[Source data Boundary: Start]

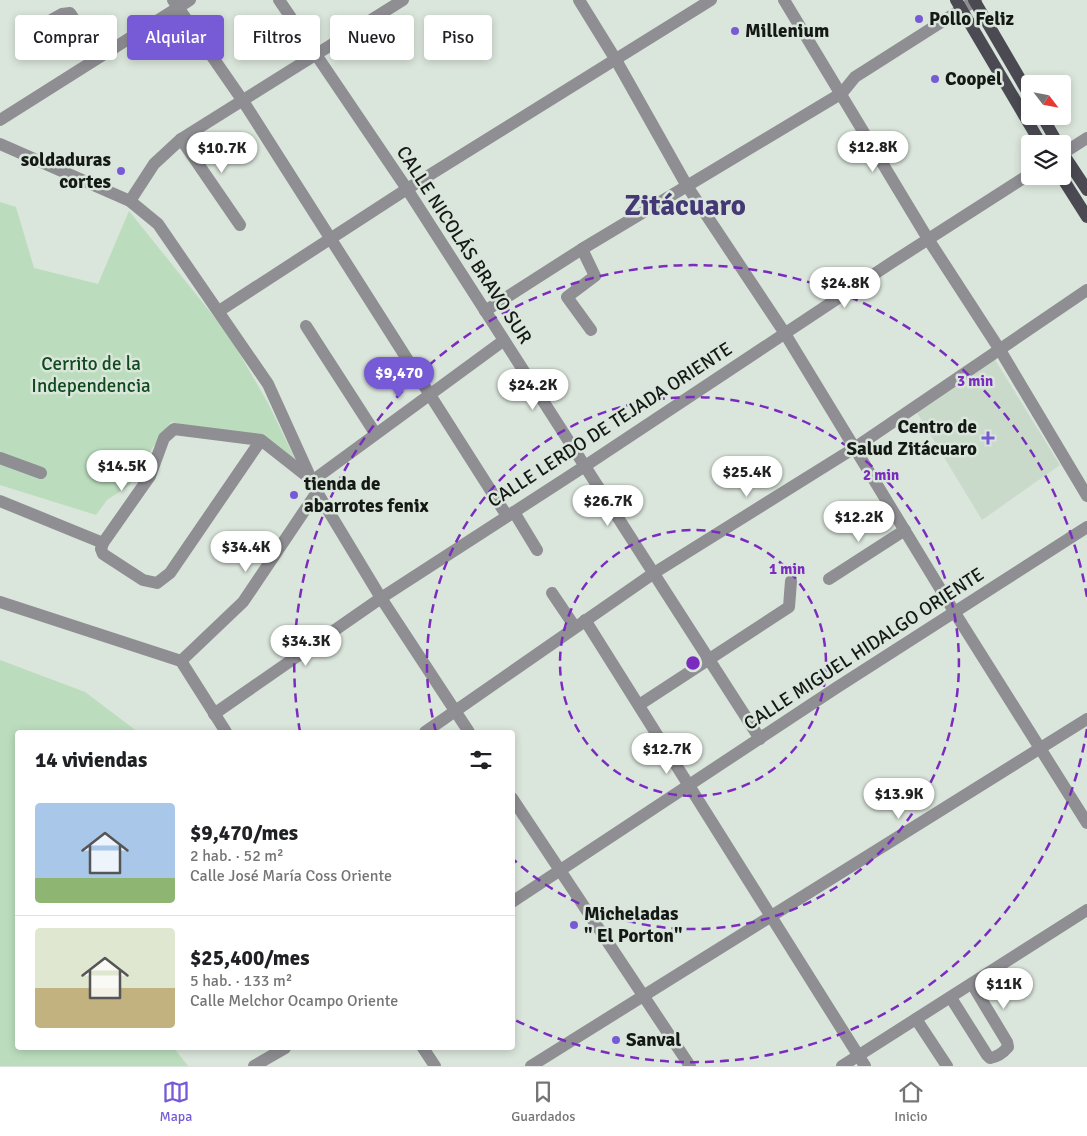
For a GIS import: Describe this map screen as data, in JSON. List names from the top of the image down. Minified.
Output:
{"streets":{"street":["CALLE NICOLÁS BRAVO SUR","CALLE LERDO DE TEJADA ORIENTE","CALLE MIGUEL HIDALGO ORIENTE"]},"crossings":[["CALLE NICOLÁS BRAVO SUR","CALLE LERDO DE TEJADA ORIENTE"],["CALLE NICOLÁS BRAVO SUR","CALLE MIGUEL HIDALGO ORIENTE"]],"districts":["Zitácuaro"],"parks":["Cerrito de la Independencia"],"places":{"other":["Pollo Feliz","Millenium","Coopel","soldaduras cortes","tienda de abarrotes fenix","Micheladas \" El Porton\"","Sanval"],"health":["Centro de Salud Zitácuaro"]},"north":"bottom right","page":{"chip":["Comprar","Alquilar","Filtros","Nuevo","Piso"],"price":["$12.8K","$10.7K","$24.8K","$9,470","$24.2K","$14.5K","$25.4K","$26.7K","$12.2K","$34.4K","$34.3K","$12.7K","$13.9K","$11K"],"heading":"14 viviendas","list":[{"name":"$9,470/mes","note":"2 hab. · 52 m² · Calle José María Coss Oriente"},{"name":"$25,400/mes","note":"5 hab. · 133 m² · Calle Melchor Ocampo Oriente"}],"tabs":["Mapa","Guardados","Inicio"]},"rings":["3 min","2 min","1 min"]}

[Source data Boundary: End]

■ **Task prompt**
Retype everything in the material word for word, minus pictures.

■ **Answer space**
For a GIS import: Describe this map screen as data, in JSON. List names from the top of the image down. Minified.
Output:
{"streets":{"street":["CALLE NICOLÁS BRAVO SUR","CALLE LERDO DE TEJADA ORIENTE","CALLE MIGUEL HIDALGO ORIENTE"]},"crossings":[["CALLE NICOLÁS BRAVO SUR","CALLE LERDO DE TEJADA ORIENTE"],["CALLE NICOLÁS BRAVO SUR","CALLE MIGUEL HIDALGO ORIENTE"]],"districts":["Zitácuaro"],"parks":["Cerrito de la Independencia"],"places":{"other":["Pollo Feliz","Millenium","Coopel","soldaduras cortes","tienda de abarrotes fenix","Micheladas \" El Porton\"","Sanval"],"health":["Centro de Salud Zitácuaro"]},"north":"bottom right","page":{"chip":["Comprar","Alquilar","Filtros","Nuevo","Piso"],"price":["$12.8K","$10.7K","$24.8K","$9,470","$24.2K","$14.5K","$25.4K","$26.7K","$12.2K","$34.4K","$34.3K","$12.7K","$13.9K","$11K"],"heading":"14 viviendas","list":[{"name":"$9,470/mes","note":"2 hab. · 52 m² · Calle José María Coss Oriente"},{"name":"$25,400/mes","note":"5 hab. · 133 m² · Calle Melchor Ocampo Oriente"}],"tabs":["Mapa","Guardados","Inicio"]},"rings":["3 min","2 min","1 min"]}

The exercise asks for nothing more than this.